# Brief:
Only the lines from the beginning of the data below through the line containing "[183,190,313,276,240,414,26,367,34,286,19,270]" belong in the response, each copied exactly.

# Input:
※
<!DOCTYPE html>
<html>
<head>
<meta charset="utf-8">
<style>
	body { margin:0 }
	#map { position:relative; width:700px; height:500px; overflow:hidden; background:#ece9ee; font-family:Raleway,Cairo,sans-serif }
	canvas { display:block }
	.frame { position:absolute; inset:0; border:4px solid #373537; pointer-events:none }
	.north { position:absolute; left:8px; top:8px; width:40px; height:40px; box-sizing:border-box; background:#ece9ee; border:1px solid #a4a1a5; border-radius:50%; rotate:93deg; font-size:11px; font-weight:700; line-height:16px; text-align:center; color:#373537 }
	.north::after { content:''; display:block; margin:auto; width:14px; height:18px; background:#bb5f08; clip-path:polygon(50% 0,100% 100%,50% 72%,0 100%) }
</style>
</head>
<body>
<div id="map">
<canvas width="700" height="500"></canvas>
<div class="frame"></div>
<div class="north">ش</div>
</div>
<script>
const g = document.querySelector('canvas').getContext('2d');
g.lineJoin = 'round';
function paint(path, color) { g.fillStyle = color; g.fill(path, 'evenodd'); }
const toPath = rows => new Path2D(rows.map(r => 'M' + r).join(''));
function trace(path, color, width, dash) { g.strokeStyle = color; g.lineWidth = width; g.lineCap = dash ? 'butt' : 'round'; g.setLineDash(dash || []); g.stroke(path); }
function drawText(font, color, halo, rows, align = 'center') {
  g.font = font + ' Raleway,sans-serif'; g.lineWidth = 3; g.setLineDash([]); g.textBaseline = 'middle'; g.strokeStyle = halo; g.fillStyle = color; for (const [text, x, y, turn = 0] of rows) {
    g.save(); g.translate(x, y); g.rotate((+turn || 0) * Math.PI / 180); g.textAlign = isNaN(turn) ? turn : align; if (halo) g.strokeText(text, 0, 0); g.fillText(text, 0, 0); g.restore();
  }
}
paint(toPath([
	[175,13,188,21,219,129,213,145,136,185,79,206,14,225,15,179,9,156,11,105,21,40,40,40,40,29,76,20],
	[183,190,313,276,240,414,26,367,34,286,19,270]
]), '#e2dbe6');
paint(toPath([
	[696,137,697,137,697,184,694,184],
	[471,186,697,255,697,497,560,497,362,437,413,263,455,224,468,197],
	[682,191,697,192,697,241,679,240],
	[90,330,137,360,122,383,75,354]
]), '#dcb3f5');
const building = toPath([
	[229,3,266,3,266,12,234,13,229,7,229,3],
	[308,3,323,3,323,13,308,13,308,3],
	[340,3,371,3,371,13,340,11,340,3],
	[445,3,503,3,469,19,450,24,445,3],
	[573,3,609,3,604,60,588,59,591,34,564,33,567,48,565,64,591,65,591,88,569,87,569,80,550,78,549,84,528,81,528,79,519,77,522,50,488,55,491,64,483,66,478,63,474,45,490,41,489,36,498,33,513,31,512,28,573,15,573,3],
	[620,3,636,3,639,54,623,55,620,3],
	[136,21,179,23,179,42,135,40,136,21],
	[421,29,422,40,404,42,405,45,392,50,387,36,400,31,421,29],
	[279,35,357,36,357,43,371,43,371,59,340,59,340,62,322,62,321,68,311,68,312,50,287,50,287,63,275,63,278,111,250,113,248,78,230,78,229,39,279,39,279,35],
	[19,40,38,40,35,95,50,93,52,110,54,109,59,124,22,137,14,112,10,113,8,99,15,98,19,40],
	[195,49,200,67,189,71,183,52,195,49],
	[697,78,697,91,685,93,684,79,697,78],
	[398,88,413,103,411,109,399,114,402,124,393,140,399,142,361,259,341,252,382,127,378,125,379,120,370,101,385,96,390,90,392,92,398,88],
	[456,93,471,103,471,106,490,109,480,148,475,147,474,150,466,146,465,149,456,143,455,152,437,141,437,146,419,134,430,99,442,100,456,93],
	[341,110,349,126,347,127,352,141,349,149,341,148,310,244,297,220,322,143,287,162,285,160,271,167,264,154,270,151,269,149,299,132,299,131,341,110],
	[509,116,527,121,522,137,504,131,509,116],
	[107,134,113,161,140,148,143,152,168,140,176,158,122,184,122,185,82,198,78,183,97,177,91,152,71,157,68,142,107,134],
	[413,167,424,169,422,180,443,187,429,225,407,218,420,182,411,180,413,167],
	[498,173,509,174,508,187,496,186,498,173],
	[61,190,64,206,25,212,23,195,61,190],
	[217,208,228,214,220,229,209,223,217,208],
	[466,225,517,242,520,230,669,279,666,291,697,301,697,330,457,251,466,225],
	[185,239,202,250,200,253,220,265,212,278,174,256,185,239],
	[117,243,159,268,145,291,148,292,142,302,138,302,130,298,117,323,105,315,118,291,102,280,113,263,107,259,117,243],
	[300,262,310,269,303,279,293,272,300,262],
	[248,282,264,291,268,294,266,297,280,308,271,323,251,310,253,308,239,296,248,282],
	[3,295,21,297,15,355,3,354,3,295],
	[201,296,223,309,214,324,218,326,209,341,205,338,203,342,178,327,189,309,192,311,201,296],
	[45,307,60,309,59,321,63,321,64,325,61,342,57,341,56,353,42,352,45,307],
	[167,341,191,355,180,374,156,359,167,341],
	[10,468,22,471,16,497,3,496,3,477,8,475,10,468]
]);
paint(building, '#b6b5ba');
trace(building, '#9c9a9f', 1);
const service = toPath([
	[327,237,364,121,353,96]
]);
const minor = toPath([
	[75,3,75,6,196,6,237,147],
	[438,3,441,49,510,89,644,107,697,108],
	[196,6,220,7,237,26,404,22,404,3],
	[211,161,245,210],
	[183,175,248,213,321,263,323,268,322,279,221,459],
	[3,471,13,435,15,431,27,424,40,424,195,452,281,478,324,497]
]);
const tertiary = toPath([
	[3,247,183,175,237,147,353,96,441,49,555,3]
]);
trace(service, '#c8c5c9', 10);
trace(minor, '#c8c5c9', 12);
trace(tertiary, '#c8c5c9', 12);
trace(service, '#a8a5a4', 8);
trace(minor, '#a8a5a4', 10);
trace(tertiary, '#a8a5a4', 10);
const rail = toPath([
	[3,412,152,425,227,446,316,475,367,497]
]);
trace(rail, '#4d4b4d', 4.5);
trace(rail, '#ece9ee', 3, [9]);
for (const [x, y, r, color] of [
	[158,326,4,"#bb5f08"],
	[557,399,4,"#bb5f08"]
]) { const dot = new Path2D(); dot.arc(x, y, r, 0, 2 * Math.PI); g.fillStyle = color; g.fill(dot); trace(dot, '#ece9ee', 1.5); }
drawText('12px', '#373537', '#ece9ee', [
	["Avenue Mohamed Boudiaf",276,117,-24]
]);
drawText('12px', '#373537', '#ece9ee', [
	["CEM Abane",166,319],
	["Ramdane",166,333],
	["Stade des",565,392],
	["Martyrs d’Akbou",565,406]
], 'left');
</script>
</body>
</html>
※
# Problem solution:
<!DOCTYPE html>
<html>
<head>
<meta charset="utf-8">
<style>
	body { margin:0 }
	#map { position:relative; width:700px; height:500px; overflow:hidden; background:#ece9ee; font-family:Raleway,Cairo,sans-serif }
	canvas { display:block }
	.frame { position:absolute; inset:0; border:4px solid #373537; pointer-events:none }
	.north { position:absolute; left:8px; top:8px; width:40px; height:40px; box-sizing:border-box; background:#ece9ee; border:1px solid #a4a1a5; border-radius:50%; rotate:93deg; font-size:11px; font-weight:700; line-height:16px; text-align:center; color:#373537 }
	.north::after { content:''; display:block; margin:auto; width:14px; height:18px; background:#bb5f08; clip-path:polygon(50% 0,100% 100%,50% 72%,0 100%) }
</style>
</head>
<body>
<div id="map">
<canvas width="700" height="500"></canvas>
<div class="frame"></div>
<div class="north">ش</div>
</div>
<script>
const g = document.querySelector('canvas').getContext('2d');
g.lineJoin = 'round';
function paint(path, color) { g.fillStyle = color; g.fill(path, 'evenodd'); }
const toPath = rows => new Path2D(rows.map(r => 'M' + r).join(''));
function trace(path, color, width, dash) { g.strokeStyle = color; g.lineWidth = width; g.lineCap = dash ? 'butt' : 'round'; g.setLineDash(dash || []); g.stroke(path); }
function drawText(font, color, halo, rows, align = 'center') {
  g.font = font + ' Raleway,sans-serif'; g.lineWidth = 3; g.setLineDash([]); g.textBaseline = 'middle'; g.strokeStyle = halo; g.fillStyle = color; for (const [text, x, y, turn = 0] of rows) {
    g.save(); g.translate(x, y); g.rotate((+turn || 0) * Math.PI / 180); g.textAlign = isNaN(turn) ? turn : align; if (halo) g.strokeText(text, 0, 0); g.fillText(text, 0, 0); g.restore();
  }
}
paint(toPath([
	[175,13,188,21,219,129,213,145,136,185,79,206,14,225,15,179,9,156,11,105,21,40,40,40,40,29,76,20],
	[183,190,313,276,240,414,26,367,34,286,19,270]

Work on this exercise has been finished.